• WHAT IS NEEDED:
All that is needed is an exact copy of the lines from the beginning of the data below through the line containing "c.setLineDash(dash || []);", minus the pictures.

• RECORD EXTRACTS:
○ ○ ○

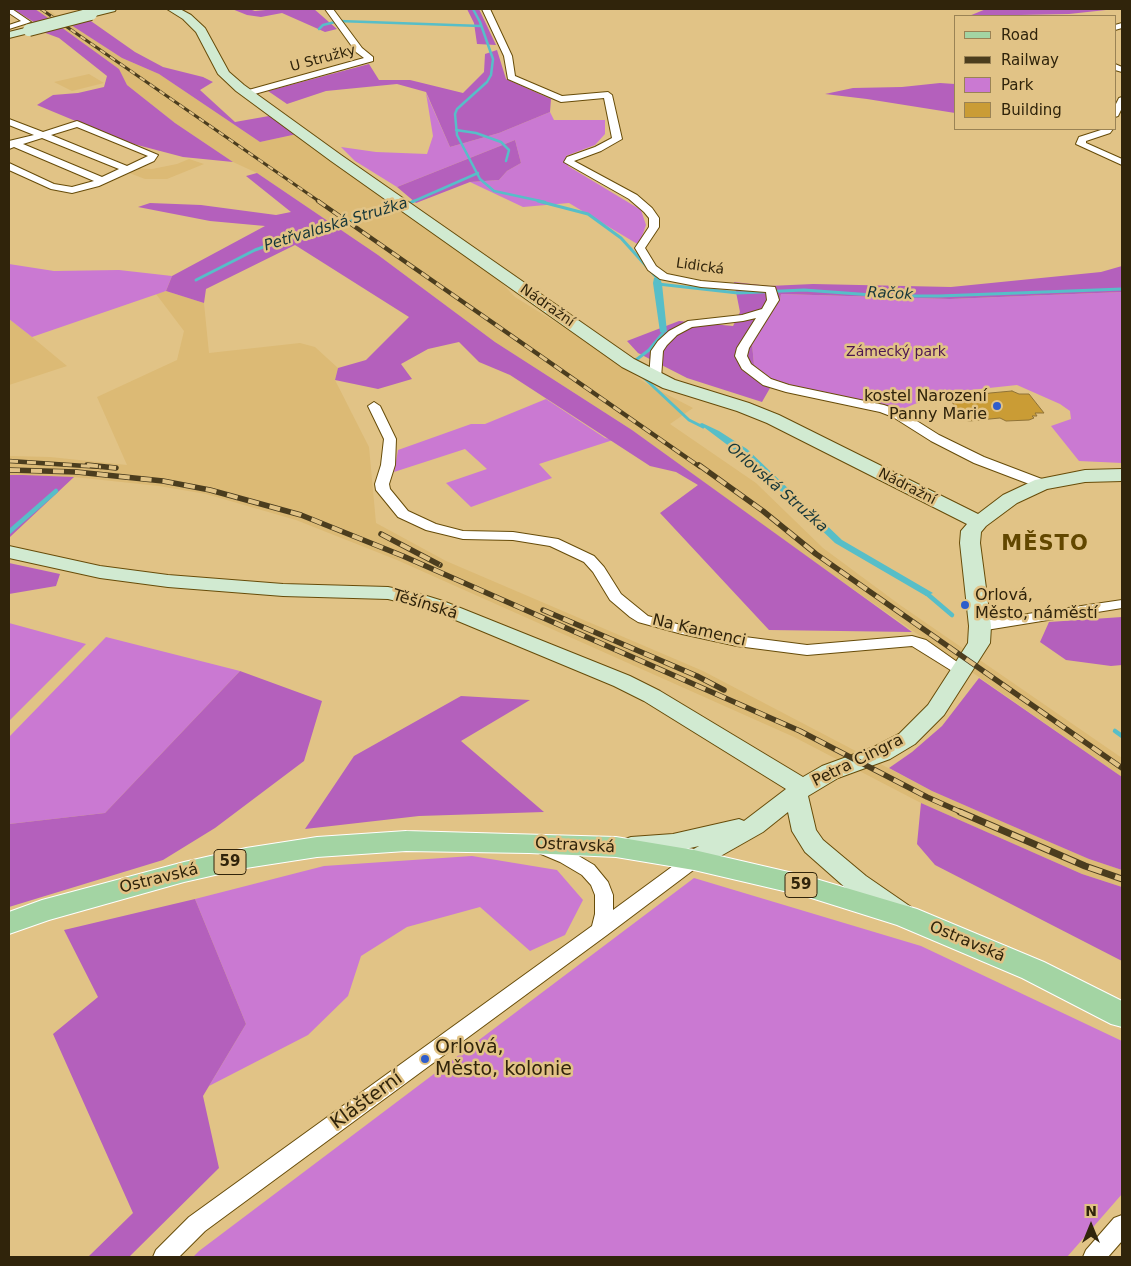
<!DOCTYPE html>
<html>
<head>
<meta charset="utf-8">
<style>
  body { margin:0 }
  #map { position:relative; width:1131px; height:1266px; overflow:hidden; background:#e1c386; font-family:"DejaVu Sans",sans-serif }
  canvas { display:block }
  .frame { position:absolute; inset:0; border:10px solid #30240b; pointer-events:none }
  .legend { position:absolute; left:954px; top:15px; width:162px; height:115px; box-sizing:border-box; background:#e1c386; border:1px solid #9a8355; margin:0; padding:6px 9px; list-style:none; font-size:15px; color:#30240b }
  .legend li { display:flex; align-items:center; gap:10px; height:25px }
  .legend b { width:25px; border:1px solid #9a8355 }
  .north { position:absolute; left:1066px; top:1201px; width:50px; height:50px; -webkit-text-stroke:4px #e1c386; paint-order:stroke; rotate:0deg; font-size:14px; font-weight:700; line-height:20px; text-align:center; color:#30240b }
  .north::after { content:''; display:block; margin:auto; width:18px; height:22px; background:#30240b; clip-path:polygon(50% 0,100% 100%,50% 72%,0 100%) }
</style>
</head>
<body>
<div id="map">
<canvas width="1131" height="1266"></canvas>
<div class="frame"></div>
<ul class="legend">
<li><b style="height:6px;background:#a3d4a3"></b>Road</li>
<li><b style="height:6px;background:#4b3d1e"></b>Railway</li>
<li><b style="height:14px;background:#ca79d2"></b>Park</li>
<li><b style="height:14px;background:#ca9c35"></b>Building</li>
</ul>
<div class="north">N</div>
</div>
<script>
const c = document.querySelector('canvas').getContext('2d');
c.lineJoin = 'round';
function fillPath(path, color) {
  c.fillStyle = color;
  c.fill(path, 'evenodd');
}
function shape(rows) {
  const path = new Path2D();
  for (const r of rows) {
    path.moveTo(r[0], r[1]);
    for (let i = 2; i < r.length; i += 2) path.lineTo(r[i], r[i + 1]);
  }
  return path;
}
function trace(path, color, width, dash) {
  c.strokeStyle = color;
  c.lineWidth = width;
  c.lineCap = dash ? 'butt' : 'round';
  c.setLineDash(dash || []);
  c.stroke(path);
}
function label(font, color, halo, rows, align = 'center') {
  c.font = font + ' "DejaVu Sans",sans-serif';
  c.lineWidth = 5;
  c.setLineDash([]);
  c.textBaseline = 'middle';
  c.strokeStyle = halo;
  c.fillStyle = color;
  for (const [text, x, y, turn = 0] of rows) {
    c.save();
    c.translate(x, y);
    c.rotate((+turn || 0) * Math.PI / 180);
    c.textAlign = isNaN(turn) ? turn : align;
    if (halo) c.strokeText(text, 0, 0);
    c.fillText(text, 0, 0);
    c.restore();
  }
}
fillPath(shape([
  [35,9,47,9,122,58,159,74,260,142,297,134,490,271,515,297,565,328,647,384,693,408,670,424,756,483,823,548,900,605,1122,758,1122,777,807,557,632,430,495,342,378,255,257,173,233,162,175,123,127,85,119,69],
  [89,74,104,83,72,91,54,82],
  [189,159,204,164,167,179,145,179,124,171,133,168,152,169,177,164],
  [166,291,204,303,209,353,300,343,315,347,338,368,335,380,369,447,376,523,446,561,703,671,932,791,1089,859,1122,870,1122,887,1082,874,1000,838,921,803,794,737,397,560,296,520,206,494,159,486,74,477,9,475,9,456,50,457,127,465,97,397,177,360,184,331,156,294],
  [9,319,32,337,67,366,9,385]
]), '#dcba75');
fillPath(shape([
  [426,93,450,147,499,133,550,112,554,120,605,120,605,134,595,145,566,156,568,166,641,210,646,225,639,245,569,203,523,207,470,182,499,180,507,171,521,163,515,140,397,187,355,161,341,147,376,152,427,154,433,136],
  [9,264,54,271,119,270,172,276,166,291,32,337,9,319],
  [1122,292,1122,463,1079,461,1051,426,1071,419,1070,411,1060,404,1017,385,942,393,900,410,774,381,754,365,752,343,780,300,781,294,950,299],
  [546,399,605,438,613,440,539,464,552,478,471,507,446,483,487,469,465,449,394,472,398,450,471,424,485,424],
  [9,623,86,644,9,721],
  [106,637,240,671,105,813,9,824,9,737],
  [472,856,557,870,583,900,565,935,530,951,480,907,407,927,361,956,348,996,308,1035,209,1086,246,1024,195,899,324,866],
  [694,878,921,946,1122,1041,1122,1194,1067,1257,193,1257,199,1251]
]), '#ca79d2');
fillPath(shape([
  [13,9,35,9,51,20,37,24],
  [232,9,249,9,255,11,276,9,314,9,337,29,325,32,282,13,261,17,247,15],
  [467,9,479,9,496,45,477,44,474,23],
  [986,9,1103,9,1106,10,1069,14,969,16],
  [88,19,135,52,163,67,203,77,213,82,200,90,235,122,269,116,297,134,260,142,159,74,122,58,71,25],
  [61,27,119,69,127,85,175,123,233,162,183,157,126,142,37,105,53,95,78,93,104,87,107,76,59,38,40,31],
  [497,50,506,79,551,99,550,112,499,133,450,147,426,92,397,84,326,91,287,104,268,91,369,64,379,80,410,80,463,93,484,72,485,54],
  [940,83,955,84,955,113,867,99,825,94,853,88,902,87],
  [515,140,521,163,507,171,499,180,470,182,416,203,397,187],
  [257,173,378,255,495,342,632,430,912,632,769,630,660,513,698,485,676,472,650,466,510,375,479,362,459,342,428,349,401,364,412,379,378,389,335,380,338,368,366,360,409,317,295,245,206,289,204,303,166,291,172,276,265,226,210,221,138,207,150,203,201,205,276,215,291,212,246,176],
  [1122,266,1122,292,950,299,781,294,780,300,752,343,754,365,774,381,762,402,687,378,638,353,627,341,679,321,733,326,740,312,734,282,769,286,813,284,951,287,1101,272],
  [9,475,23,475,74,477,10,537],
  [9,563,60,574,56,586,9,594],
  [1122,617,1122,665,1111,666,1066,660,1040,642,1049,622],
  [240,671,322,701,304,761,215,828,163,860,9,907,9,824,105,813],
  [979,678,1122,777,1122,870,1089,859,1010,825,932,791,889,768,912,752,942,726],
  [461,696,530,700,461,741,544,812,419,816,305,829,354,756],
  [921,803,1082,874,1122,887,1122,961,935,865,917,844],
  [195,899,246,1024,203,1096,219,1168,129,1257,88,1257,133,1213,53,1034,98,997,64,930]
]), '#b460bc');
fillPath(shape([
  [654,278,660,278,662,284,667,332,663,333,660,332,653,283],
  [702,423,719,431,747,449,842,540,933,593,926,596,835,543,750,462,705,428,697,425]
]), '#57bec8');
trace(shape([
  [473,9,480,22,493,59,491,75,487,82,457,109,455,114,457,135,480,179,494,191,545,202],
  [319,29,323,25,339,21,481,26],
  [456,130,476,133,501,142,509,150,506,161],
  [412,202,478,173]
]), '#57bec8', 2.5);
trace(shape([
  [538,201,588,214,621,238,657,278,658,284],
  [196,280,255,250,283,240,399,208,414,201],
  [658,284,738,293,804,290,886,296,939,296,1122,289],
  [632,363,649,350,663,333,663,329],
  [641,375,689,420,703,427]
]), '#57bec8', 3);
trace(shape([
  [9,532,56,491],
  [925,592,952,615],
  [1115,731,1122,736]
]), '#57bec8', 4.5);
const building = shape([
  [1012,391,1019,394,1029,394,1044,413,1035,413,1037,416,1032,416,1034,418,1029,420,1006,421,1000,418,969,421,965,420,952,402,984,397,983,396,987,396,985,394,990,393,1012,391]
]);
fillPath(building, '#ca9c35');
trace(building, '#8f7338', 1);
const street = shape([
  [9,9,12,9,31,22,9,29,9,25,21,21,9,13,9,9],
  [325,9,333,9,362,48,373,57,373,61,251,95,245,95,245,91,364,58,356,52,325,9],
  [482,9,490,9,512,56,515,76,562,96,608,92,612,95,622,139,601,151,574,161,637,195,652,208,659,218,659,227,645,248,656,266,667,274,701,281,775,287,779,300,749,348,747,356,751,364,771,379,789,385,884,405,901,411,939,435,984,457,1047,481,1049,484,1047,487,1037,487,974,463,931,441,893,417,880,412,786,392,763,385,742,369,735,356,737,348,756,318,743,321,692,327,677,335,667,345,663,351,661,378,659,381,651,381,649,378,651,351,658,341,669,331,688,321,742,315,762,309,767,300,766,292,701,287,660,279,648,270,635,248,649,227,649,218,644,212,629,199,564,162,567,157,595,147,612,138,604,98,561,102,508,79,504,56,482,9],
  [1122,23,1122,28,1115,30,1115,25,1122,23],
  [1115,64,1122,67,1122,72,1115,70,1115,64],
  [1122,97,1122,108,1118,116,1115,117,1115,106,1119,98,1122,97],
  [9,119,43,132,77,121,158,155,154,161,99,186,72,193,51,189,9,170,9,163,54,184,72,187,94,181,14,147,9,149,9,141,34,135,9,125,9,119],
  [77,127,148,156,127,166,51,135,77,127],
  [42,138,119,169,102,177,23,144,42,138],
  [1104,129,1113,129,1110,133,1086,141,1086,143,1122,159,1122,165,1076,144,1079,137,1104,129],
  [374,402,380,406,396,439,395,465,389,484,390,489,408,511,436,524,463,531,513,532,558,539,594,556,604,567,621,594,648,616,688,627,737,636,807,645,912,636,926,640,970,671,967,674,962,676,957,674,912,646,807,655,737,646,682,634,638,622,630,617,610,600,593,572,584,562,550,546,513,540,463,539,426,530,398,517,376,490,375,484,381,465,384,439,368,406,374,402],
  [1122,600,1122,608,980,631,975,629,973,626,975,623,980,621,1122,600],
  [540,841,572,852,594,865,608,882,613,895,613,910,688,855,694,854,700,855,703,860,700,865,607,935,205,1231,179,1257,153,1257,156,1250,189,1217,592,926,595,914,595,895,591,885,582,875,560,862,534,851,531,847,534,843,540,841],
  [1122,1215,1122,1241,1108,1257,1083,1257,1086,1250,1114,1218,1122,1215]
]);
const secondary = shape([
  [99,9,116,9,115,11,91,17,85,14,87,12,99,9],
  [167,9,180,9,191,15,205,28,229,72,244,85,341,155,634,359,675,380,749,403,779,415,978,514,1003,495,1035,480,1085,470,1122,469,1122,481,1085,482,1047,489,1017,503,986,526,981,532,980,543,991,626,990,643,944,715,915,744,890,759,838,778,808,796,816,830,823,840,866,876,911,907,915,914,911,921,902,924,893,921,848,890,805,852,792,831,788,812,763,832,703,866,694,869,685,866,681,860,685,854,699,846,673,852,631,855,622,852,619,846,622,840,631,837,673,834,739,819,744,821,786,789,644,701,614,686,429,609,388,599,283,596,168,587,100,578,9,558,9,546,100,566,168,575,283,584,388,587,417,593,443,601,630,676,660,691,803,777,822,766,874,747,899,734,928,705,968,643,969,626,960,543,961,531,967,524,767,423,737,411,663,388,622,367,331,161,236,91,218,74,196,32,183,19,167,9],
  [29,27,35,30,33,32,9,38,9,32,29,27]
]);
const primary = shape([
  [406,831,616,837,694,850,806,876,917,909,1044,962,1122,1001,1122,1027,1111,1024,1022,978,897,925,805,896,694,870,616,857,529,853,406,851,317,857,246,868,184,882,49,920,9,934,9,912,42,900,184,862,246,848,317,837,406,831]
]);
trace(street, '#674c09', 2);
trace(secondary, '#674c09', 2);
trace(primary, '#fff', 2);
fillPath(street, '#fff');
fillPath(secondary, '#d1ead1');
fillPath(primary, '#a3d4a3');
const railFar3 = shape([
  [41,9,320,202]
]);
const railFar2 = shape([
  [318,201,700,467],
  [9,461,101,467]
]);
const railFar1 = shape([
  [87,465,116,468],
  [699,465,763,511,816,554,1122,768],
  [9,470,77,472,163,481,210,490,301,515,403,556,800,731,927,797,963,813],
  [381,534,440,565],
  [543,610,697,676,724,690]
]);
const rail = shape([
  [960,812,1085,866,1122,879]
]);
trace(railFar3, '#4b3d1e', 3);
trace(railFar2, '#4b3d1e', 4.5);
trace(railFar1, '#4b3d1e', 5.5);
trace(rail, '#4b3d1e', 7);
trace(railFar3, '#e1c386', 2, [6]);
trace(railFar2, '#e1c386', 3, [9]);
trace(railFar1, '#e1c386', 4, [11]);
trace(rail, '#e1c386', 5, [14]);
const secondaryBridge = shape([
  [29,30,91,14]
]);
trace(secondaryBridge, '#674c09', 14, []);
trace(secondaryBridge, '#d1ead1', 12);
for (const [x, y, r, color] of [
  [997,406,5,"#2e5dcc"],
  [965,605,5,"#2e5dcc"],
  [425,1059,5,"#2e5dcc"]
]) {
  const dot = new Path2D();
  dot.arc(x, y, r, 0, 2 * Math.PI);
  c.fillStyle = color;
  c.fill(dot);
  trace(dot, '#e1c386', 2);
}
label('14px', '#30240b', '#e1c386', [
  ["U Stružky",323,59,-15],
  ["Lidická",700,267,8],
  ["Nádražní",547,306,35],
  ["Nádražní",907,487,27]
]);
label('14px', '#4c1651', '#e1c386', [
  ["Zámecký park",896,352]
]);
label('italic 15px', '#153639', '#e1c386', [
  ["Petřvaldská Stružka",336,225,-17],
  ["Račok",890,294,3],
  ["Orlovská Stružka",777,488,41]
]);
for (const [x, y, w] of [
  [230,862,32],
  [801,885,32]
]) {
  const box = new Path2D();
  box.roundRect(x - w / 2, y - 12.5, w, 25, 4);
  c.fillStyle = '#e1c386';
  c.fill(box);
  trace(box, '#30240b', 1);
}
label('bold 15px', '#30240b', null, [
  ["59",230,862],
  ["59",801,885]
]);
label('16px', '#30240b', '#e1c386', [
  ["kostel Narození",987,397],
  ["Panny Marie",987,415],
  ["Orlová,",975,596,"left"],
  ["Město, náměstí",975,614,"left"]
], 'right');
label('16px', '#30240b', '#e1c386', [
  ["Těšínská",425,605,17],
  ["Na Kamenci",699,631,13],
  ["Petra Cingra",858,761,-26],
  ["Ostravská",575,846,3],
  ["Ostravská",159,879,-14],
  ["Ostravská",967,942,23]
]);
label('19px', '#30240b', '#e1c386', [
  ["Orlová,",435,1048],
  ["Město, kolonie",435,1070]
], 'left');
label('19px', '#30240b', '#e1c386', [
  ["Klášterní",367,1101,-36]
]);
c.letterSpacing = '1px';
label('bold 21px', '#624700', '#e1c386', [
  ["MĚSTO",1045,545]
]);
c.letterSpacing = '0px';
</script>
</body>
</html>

○ ○ ○

• RESPONSE TO THE EXERCISE:
<!DOCTYPE html>
<html>
<head>
<meta charset="utf-8">
<style>
  body { margin:0 }
  #map { position:relative; width:1131px; height:1266px; overflow:hidden; background:#e1c386; font-family:"DejaVu Sans",sans-serif }
  canvas { display:block }
  .frame { position:absolute; inset:0; border:10px solid #30240b; pointer-events:none }
  .legend { position:absolute; left:954px; top:15px; width:162px; height:115px; box-sizing:border-box; background:#e1c386; border:1px solid #9a8355; margin:0; padding:6px 9px; list-style:none; font-size:15px; color:#30240b }
  .legend li { display:flex; align-items:center; gap:10px; height:25px }
  .legend b { width:25px; border:1px solid #9a8355 }
  .north { position:absolute; left:1066px; top:1201px; width:50px; height:50px; -webkit-text-stroke:4px #e1c386; paint-order:stroke; rotate:0deg; font-size:14px; font-weight:700; line-height:20px; text-align:center; color:#30240b }
  .north::after { content:''; display:block; margin:auto; width:18px; height:22px; background:#30240b; clip-path:polygon(50% 0,100% 100%,50% 72%,0 100%) }
</style>
</head>
<body>
<div id="map">
<canvas width="1131" height="1266"></canvas>
<div class="frame"></div>
<ul class="legend">
<li><b style="height:6px;background:#a3d4a3"></b>Road</li>
<li><b style="height:6px;background:#4b3d1e"></b>Railway</li>
<li><b style="height:14px;background:#ca79d2"></b>Park</li>
<li><b style="height:14px;background:#ca9c35"></b>Building</li>
</ul>
<div class="north">N</div>
</div>
<script>
const c = document.querySelector('canvas').getContext('2d');
c.lineJoin = 'round';
function fillPath(path, color) {
  c.fillStyle = color;
  c.fill(path, 'evenodd');
}
function shape(rows) {
  const path = new Path2D();
  for (const r of rows) {
    path.moveTo(r[0], r[1]);
    for (let i = 2; i < r.length; i += 2) path.lineTo(r[i], r[i + 1]);
  }
  return path;
}
function trace(path, color, width, dash) {
  c.strokeStyle = color;
  c.lineWidth = width;
  c.lineCap = dash ? 'butt' : 'round';
  c.setLineDash(dash || []);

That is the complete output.